Miss Marple: An Amateur Sleuth

Semley does, however, give a passing nod to Miss Marple (“the old-school gumshoe feels as irrelevant as Sherlock Holmes and Miss Marple felt a generation before”) except that Miss Marple was an amateur sleuth, not a professional private investigator (definition from Private Eye Writers of America: A private investigator is a private citizen [not a member of the military, federal agency, or civic or state police force] who is paid to investigate crimes).

Tip of the Fedora to Hard-Boiled Female PIs

Secret Agent

Let’s look at a few female private eye characters who made their appearances during the hard-boiled era:

Grace “Redsie” Culver, an operative for the Noonan Detective Agency, starred in 20 stories in The Shadow Magazine from 1934-1937.

Carrie Cashin, owner of the Cash and Carry Detective Agency in Manhattan, first hit the fiction scene in 1937 and went on to star in 38 stories.

Dol Bonner started walking the mean streets in The Hand in the Glove (1937) by Rex Stout, who later included Bonner as a supporting character in several novels featuring Nero Wolfe.

The Death of the Private Eye Genre?

This is the real point of Semley’s article, and it’s a valid one. Yes, technological tools, available to just about anyone, have cast a cold shadow on many of the private investigator’s tricks of the trade.
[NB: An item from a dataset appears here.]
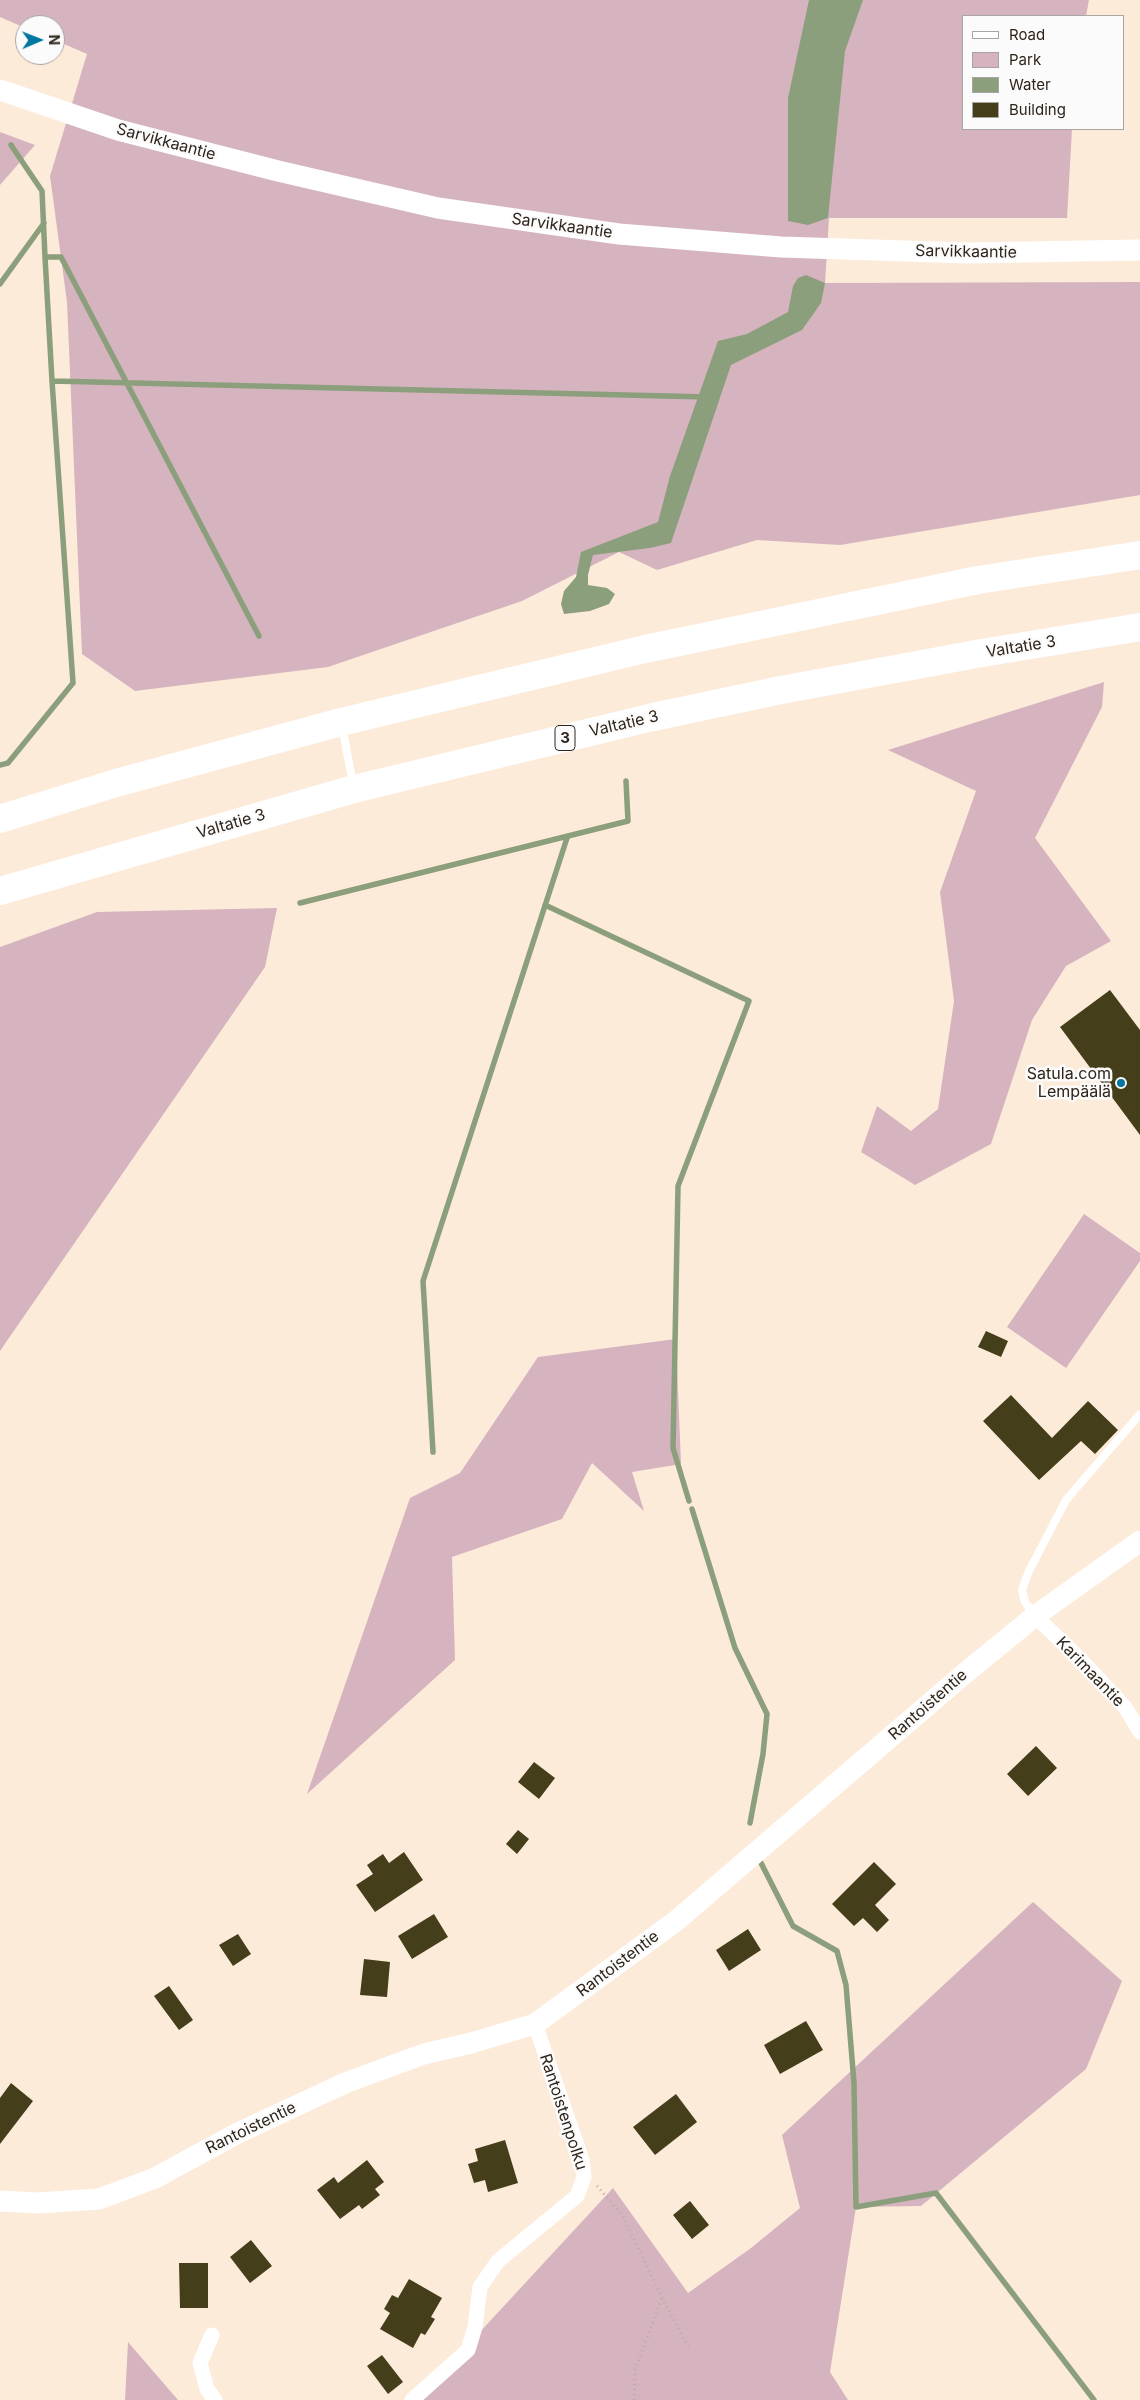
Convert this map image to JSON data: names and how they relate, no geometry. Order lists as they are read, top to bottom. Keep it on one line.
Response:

My husband and I have an entire room filled with cameras and other equipment that are hopelessly outdated. A lot of the smartphone apps I use for investigations any kid can buy.

Walking the Mean Streets: Still in Vogue

But not all investigations are about being technically hip. When a law firm hired us to find the names of people who had worked on a building nearly 50 years ago, there were no databases, even proprietary ones, that contained a shred of evidence to these people’s identities, so we sleuthed the old-fashioned way: On foot. Talked to people, reviewed old reverse phone directories, ended up digging through dusty boxes in a storage facility (where we finally found the people’s names).

We know a homicide detective who resorts to some old-fashioned tricks when he wants to get people to answer the door: He finds their electrical box and turns off the power. Within seconds, they’ve opened their door and he’s there with a few questions he’d like them to answer.

A Witness Wrote Us a Letter

When a lawyer hired us to find a gang member who had tried to kill his client, we headed to the gang member’s neighborhood and knocked on doors. Nobody wanted to talk to us because they were either frightened or protective of the gang. Later we returned to the neighborhood with signs that we posted on trees, bus benches, a fence at a park. A few days later, we received a letter written by someone who didn’t want to give their name, and who was writing with paper and pen because they didn’t want their identity traced electronically. They wrote that they would meet us at the park at a certain date and time and talk with us, for fifteen minutes only.

Was this witness for real? We didn’t know, but we showed up at the park at the designated time…and found a woman in her fifties who quietly told us the gang member’s name and address. She refused to give us her name, and to be on the safe side she hadn’t even driven to the park in her car (she’d walked). Her information cracked the case.

Semley claims that “All P.I. stories are now period pieces.” Hmm…maybe that’s even more of a cliche than thinking only tough, wisecracking guys were gumshoes.